2. Temyiz olunan nihai kararların bozulması 6100 sayılı Hukuk Muhakemeleri Kanunu’nun (HMK) geçici 3/2. maddesinin yollamasıyla 1086 sayılı Hukuk Usulü Muhakemeleri Kanunu’nun (HUMK) uygulanacağı davalar yönünden HUMK’nın 428. maddesinde yer alan sebeplerden birinin varlığı halinde mümkündür.

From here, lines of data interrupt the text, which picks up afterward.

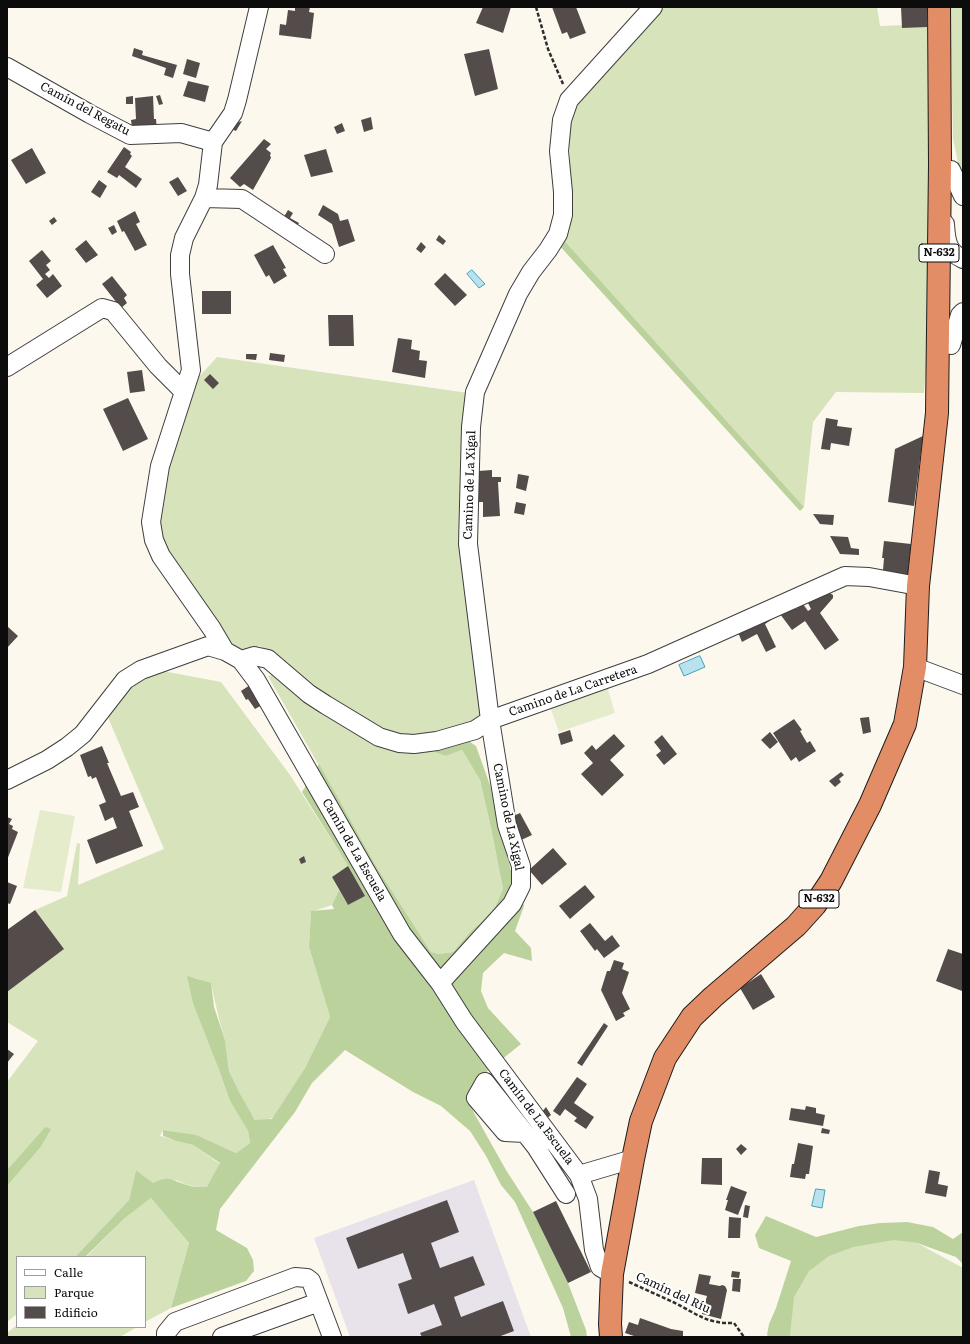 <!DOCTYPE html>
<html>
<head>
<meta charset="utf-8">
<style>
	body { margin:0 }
	#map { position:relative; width:970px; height:1344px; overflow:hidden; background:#fdf8ee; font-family:Literata,serif }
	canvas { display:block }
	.frame { position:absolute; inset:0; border:8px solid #0c0c0c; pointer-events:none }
	.legend { position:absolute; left:16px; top:1256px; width:130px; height:72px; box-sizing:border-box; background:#fff; border:1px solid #9e9e9e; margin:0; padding:5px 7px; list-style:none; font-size:12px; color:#0c0c0c }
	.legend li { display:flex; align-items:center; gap:8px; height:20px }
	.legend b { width:20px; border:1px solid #9e9e9e }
</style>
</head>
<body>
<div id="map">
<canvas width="970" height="1344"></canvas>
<div class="frame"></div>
<ul class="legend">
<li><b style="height:5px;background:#fff"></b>Calle</li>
<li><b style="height:11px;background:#d6e3bb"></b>Parque</li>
<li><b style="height:11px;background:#544c4a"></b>Edificio</li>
</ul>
</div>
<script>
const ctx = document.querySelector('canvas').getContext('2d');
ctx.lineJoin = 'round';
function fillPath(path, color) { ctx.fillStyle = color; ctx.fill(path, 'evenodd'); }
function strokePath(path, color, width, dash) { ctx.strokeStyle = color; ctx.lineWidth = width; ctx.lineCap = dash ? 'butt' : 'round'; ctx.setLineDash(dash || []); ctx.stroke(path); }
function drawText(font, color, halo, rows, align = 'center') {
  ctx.font = font + ' Literata,serif'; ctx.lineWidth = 4; ctx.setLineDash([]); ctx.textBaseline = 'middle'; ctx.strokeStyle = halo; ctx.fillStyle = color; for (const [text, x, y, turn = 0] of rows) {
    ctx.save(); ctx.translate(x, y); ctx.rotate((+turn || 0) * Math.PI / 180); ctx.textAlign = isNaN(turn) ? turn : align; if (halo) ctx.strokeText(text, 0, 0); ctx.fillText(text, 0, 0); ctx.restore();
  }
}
const industrial = new Path2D(`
	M474,1180L531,1337H350L314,1238Z`);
const green = new Path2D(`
	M660,7H877L880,26L930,24L928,340L924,393L836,392L813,422L804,507L562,238L571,193L569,129L575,105Z
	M950,7H963V180L961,176L953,139Z
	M217,357L468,393L483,714L472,727L398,740L339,708L295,671L260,646L241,653L232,648L163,546L158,515L172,456L196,380Z
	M163,671L221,682L290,775L348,866L332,877L339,890L332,905L311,912L309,947L330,1017L305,1068L274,1117L258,1124L242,1099L229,1071L225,1040L220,1023L211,984L195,978L218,1067L230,1101L248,1131L250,1143L236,1153C213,1142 188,1133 163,1130L160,1136L193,1145L220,1164L207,1188L188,1185L176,1180L153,1183L136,1170L129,1200L75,1257H17V1314L7,1322V1186L40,1148L45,1127L7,1170V1082L38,1041L7,1022V992L64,949L35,910L67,896L77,843L80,844L78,885L164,849L107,715L131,684Z
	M272,675L367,740L402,749L434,752L446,756L462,750L480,780L491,828L503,889L493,912L471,931L453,952L438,954L431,952L376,866L268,676Z
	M151,1198L189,1243L171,1308L145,1322V1257H86L125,1218Z
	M879,1237L917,1243L963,1268V1332L961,1337H783L788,1303L823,1245Z
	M17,1325V1327H137L120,1337H7V1333Z`);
const forest = new Path2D(`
	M562,238L804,507L800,511L558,244Z
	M467,740L476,746L490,785L511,871L524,906L515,931L531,948L532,961L504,953L483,973L481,991L488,1008L521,1044L485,1073L469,1099L474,1113L506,1170L533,1212L568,1283L586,1330L587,1337H571L563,1308L515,1202L501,1185L486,1156L470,1131L441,1106L413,1092L345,1050L312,1083L295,1112L220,1209L216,1230L247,1248L253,1260L254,1271L246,1281L171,1308L189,1243L151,1198L125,1218L85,1257H75L129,1200L136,1170L153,1183C171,1175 170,1180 187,1185C193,1187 201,1187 207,1187L220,1163L193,1145L177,1141L163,1136V1130L196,1135L236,1153L250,1143L248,1131L230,1101L218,1067L193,1003L187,976L211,983L214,1007L225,1040L229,1071L240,1094L255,1120L272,1119L305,1068L330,1017L309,947L311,911L334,909L332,905L339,890L348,905L364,896L348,866L302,792L319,764L376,866L431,952L438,954L453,952L471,931L493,912L503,889L491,828L480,780L462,750L446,756L434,752L450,743Z
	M45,1127L51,1129L40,1148L7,1186V1170Z
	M766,1216L816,1237L859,1226L880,1223L907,1222L933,1227L953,1239L963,1232V1264L956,1257L917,1243L894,1240L853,1247L829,1256L809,1271L794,1297L790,1335L789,1337H769L767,1335L769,1324L776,1308L791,1261L759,1248L755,1235Z`);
const pitch = new Path2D(`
	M607,686L615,713L559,732L550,707Z
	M40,810L75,816L61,892L23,888Z`);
const water = new Path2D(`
	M472,270L485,284L479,288L467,274Z
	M700,656L705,667L684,676L679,665Z
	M816,1189L825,1190L822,1208L812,1206Z`);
const building = new Path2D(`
	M295,7H310L309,12L314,13L311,39L279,35L280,24L286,25L288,10L295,11Z
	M483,7H511L503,33L476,23Z
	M552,7H576L586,33L570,39L567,32L562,34Z
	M901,7H927V27L902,28Z
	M134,48L143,51L142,55L177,65L173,78L164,75L166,68L132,56Z
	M489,49L498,89L475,96L464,54Z
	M187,59L200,63L196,78L183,74Z
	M188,81L209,86L205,102L183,96Z
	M160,95L163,104L159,105L156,96Z
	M133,96V104H126V97Z
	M153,96L154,119H156L157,130L132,128L131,120L136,119L135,98Z
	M371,117L373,129L364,132L361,120Z
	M242,121L236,131L229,128L231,125Z
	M342,123L345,131L337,134L334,127Z
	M264,139L271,144L266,149L271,153L270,155L271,158L253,190L244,184L240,187L230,178Z
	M124,147L131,152L130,154L132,156L125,167L142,179L136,188L119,175L117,178L107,172Z
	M32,148L46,173L26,184L11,160Z
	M326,149L333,172L311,177L304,155Z
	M178,177L187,191L178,196L169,182Z
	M99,180L107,186L100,198L91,192Z
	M323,205L338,214L340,221L348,219L355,241L339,247L332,224L318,215Z
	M288,210L293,213L290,218L299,223L296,228L282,220Z
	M135,211L140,222L136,224L147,245L135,251L124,231L122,232L117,221Z
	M54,217L57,221L52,225L49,221Z
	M114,225L117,232L112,235L108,228Z
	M439,235L446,241L443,245L436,240Z
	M86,240L98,255L86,263L75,249Z
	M421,242L426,247L421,253L416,249Z
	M273,245L286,268L283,269L287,276L274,284L269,275L266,277L254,255Z
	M42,250L51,261L46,265L50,270L45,274L49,278L53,274L62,286L47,298L36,285L43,279L29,261Z
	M445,273L467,295L455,306L434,284Z
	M112,276L127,295L124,298L127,303L121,308L102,284Z
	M202,291H231V314H202Z
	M328,315H353L354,346H329Z
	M398,338L412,340L411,349L420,351L419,360L427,361L425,378L392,372Z
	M270,353L285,355L284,362L269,360Z
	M246,354H257L256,360L246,359Z
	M142,370L145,391L130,393L127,372Z
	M210,374L219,383L213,389L204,380Z
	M128,398L148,439L123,451L103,409Z
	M826,418L838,420L837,426L852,428L849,446L831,443L830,450L821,449Z
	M923,436L914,506L888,502L895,449Z
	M492,470V477H501V482H498L500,516L483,517V502H479L478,471Z
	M518,474L529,476L526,491L516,488Z
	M516,502L526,504L524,515L514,513Z
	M813,514L834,515L833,525L820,524Z
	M830,536L848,537L851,548L859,549V555L840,554Z
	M884,541L911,544L907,580L867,569L883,570L884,558H882Z
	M828,592L833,595V598L820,613L839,640L825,650L805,621L792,630L780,614L765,624L776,647L766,652L757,634L742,642L737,630L791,603L796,609L803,604L808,611L811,609L807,601Z
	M7,626L18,636L7,648Z
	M250,685L262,705L255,709L248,699L246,700L241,691Z
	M869,717L871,732L863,734L860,718Z
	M794,719L802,730L800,731L807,743L810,741L816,751L799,762L796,757L791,761L773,733Z
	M570,730L573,741L561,745L558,734Z
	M770,732L778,742L770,749L761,740Z
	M614,734L625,746L610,760L624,775L602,796L581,774L593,763L584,753L592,745L596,750Z
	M662,735L677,754L664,765L656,755L661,751L654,742Z
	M102,746L109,763H107L121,796L133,792L139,807L129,811L143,846L96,864L87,840L117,828L113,817L105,821L99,805L106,802L96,777L92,779L91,776L88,777L80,755Z
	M841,772L844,775L839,779L841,782L835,787L829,781Z
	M520,813L532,835L519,841L507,819Z
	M7,817L12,819L9,824L13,826L12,829L18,832L7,860Z
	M553,848L567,864L542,885L529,870Z
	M304,856L306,862L301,864L299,859Z
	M348,866L365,896L348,905L332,877Z
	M7,882L17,886L10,904L7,903Z
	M585,885L595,897L570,919L559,906Z
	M35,910L64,949L7,992V930Z
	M590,923L605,941L612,935L620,946L604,958L597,949L595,951L580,931Z
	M948,949L963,954L962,991L936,981Z
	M614,960L624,963L622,969L629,972L622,993L630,1009L623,1013L625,1016L616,1021L601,990L607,971H610Z
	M761,974L775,997L753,1010L740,988Z
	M604,1023L608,1026L582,1066L577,1063Z
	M7,1049L14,1054L7,1063Z
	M577,1077L587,1084L574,1103L594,1117L586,1129L574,1121L577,1118L565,1109L560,1116L553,1111Z
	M806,1106L816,1108V1113L825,1115L823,1126L789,1120L791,1108L805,1110Z
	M546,1107L551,1115L546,1119L542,1112Z
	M822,1128L830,1130L829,1134L821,1133Z
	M798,1143L813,1146L809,1174H806L805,1179L790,1177L792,1164H794Z
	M741,1144L747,1149L741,1155L736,1149Z
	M702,1158H722V1185L701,1184Z
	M929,1170L940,1172L938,1184L948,1186L946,1197L925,1193Z
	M731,1186L747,1192L738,1215L725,1210L728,1200H726Z
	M447,1200L459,1232L431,1243L440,1268L473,1256L485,1285L454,1297L461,1317L503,1301L514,1331L498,1337H422L420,1333L442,1325L434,1304L408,1314L398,1284L412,1279L403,1253L358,1269L346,1238Z
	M556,1201L591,1272L568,1283L533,1212Z
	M745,1205L750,1206L748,1218L743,1217Z
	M729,1217L741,1218L740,1238H728Z
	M732,1271L740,1272L739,1278L731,1277Z
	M699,1274L711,1276L709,1284L720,1286L722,1285L725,1286L727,1290L721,1319L702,1314L707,1296L695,1293Z
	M733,1279H741L740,1292L732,1291Z
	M640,1318L671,1329L683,1331V1337H637L625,1333L629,1322L638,1325Z`);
const path = new Path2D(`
	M536,7L548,49L563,84
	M629,1282C644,1289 660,1296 675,1303C697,1314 707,1324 734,1323L744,1337`);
const minor = new Path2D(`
	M7,67L90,114L130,135L181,133L213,142
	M951,170L963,196
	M204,198L242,199L325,254
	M945,224C946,240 947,252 963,259
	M951,345L960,315L963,312
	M7,367L102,308L113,311L158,366L184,392
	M225,651L212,629L161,556L154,540L151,522L160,466L191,370L180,274V255L184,238L204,198L208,185L213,142L233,113L237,100L259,7
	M241,660L254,656L268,659L309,694L326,705L379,737L399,743L414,744L437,741L475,730L490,720L648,664L845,576L869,577L918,586
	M915,667L963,685
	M7,780L47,760L67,747L83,734L125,680L141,670L208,646L225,651L241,660L256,680L402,934L440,983L464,1021L579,1175L588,1199L594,1250L600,1267L612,1274
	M440,983L512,904L521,886V866L507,825L490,720L468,544L471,427L475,392L518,294L531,272L548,250L558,234L563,215V192L559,151L562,120L569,100L653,7
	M525,1133L505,1132L476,1098L485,1082L536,1147
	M545,1140L536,1147L566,1194
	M579,1175L633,1159
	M166,1337V1333L175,1322L295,1277L307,1278L311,1281L332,1337
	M222,1337L319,1302`);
const highway = new Path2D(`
	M611,1337L610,1324L612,1274L633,1159L641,1121L665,1058L692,1017L713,997L796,926L815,905L831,881L870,805L905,724L915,667L918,586L937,413L940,165L939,7`);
const shields = [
	[939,253,40],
	[819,899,40]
];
const shieldNames = [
	["N-632",939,253],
	["N-632",819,899]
];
const streetNames = [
	["Camín del Regatu",85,109,28],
	["Camino de La Xigal",470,485,-88],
	["Camino de La Carretera",573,691,-19],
	["Camino de La Xigal",508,817,78],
	["Camín de La Escuela",354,850,60],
	["Camín de La Escuela",536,1117,53],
	["Camín del Ríu",673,1293,25]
];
fillPath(industrial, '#e8e2ea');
fillPath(green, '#d6e3bb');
fillPath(forest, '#bcd29d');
fillPath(pitch, '#e5eccc');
fillPath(water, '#b8e2ee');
strokePath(water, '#489fbd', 1);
fillPath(building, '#544c4a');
strokePath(minor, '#3f3f3f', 20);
strokePath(highway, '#1d1d1d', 24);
strokePath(path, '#2e2e2e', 2.5, [4, 2]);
strokePath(minor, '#fff', 18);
strokePath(highway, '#e38d66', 22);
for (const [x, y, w] of shields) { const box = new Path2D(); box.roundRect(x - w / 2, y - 9, w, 18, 3); ctx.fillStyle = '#fff'; ctx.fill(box); strokePath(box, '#0c0c0c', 1); }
drawText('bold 11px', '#0c0c0c', null, shieldNames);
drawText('12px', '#0c0c0c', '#fff', streetNames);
</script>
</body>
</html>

3. Temyizen incelenen karar, tarafların karşılıklı iddia ve savunmalarına, dayandıkları belgelere, uyuşmazlığa uygulanması gereken hukuk kuralları ile hukuki ilişkinin nitelendirilmesine, dava şartlarına, yargılama ve ispat kuralları ile kararda belirtilen gerekçelere göre usul ve kanuna uygun olup davacı vekilinin temyiz dilekçesinde ileri sürülen sebepler kararın bozulmasını gerektirecek nitelikte görülmemiştir.

VI.KARAR

Açıklanan sebeplerle;

Davacı vekilinin yerinde görülmeyen temyiz itirazlarının reddi ile usul ve kanuna uygun olan kararın ONANMASINA,

Aşağıda yazılı 345,55 TL bakiye onama harcının temyiz eden davacıdan alınmasına,

Dosyanın Pazar (Rize) 1. Asliye Hukuk Mahkemesine gönderilmesine,

1086 sayılı HUMK'un 440/III-1. maddesi uyarınca karar düzeltme yolu kapalı olmak üzere,

27.03.2025 tarihinde oy birliğiyle karar verildi.